The consumer credit report measures the total outstanding balance of consumers’ revolving and nonrevolving debt. Revolving debt includes monthly bills like credit card payments and nonrevolving debt counts longer-term debt like student loans and car payments. Healthy consumer borrowing is a sign of economic strength as consumers are confident they will be able to repay debts. Too much consumer borrowing could be a sign of sluggish wage growth and consumer price increases, with consumers borrowing to offset lack of available funds for payments. Consumer borrowing slowed in February, increasing by the least in five months. After hefty holiday spending, consumers seem to be pulling back on expenditures.
JOLTS reports on changes in job openings, hirings, and voluntary quits. Though the data lags by one month, it is used to predict labor market trends. In February, there were 6.052 million reported job openings, down slightly from January’s reading. With the unemployment rate near record lows, the labor department is nearing full employment. The most commonly reported problem employers are having is the inability to find skilled workers to fill open positions.

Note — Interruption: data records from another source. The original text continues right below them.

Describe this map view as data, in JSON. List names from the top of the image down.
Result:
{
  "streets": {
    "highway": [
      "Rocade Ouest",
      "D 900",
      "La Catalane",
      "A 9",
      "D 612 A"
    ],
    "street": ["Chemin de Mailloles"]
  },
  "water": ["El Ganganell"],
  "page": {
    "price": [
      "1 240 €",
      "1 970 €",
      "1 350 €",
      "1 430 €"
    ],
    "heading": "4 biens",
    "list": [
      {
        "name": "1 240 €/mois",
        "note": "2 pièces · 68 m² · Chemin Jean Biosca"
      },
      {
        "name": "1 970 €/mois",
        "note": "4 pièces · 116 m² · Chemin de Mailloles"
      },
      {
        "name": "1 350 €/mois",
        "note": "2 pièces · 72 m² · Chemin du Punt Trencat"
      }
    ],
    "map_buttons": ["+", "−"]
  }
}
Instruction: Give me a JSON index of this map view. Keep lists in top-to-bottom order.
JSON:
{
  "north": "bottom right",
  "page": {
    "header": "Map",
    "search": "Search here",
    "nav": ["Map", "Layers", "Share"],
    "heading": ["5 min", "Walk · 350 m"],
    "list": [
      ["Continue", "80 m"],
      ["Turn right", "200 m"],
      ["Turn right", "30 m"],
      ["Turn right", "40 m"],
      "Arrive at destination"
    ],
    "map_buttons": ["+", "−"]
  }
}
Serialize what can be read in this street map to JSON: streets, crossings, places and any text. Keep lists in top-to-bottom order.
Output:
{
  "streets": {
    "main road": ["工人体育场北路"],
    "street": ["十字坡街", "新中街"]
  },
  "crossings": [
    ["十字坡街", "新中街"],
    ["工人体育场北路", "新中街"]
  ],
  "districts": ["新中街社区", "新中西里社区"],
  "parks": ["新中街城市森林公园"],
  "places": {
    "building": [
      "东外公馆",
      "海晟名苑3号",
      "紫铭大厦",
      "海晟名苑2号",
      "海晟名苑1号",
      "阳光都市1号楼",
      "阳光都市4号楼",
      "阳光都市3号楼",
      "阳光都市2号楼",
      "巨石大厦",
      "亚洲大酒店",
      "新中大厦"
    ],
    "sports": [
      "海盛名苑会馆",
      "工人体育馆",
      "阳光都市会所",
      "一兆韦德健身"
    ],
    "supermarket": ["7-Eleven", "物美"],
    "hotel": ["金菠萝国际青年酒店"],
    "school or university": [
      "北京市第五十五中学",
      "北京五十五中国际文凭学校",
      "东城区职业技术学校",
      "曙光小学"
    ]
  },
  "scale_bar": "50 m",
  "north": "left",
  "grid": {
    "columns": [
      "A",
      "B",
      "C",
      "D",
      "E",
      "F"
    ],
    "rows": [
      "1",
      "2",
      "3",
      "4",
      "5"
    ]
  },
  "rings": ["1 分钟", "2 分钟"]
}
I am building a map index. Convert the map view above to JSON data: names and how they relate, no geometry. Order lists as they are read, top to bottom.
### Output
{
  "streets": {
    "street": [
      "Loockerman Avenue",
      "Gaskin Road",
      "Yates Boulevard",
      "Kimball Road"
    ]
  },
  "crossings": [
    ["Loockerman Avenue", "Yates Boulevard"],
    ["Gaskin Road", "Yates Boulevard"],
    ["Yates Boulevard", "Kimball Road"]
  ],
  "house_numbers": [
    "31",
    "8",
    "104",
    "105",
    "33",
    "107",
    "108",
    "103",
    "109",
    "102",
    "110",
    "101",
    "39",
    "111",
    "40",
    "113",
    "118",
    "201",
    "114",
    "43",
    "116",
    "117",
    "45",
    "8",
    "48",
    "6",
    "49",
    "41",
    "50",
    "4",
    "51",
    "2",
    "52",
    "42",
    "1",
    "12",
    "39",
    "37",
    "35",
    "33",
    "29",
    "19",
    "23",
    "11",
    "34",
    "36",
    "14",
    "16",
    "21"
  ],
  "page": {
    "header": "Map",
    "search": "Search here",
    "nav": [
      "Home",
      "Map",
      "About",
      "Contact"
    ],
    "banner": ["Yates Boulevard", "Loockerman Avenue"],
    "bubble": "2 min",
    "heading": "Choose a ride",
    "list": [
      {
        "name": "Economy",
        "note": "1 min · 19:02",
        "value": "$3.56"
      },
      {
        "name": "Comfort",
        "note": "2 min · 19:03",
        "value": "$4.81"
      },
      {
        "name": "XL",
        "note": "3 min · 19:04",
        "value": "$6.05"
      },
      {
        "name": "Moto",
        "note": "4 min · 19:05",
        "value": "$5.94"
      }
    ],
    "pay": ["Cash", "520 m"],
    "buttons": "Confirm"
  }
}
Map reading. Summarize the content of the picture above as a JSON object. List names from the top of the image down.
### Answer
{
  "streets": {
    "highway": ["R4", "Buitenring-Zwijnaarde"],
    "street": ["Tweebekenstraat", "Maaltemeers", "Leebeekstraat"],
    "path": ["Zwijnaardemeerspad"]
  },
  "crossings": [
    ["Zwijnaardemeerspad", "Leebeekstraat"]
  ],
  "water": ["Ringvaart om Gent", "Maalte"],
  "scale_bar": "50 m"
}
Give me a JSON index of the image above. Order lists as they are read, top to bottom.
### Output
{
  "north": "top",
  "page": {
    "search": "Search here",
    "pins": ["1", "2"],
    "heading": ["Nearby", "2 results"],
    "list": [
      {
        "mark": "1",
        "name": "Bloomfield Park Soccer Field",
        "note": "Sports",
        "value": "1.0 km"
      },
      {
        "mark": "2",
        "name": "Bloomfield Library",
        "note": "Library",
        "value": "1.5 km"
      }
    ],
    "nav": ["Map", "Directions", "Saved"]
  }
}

The MBA mortgage application survey shows weekly changes in mortgage application submissions segmented by new purchase and refinance applications. For the week ending 4/27, new purchase applications fell 2.0% and refinance applications fell 4.0% for a composite decrease of 2.5%. After rising to a five-year high, mortgage rates have leveled off and are not likely to move drastically following the Fed’s decision to leave interest rates unchanged.
Most housing experts agree lack of inventory will be a bigger challenge this year than rising interest rates. Construction spending fell month-over-month in March but increased annually. Sustained buyer demand is likely to keep construction activity churning ahead as builders strive to replenish the inventory.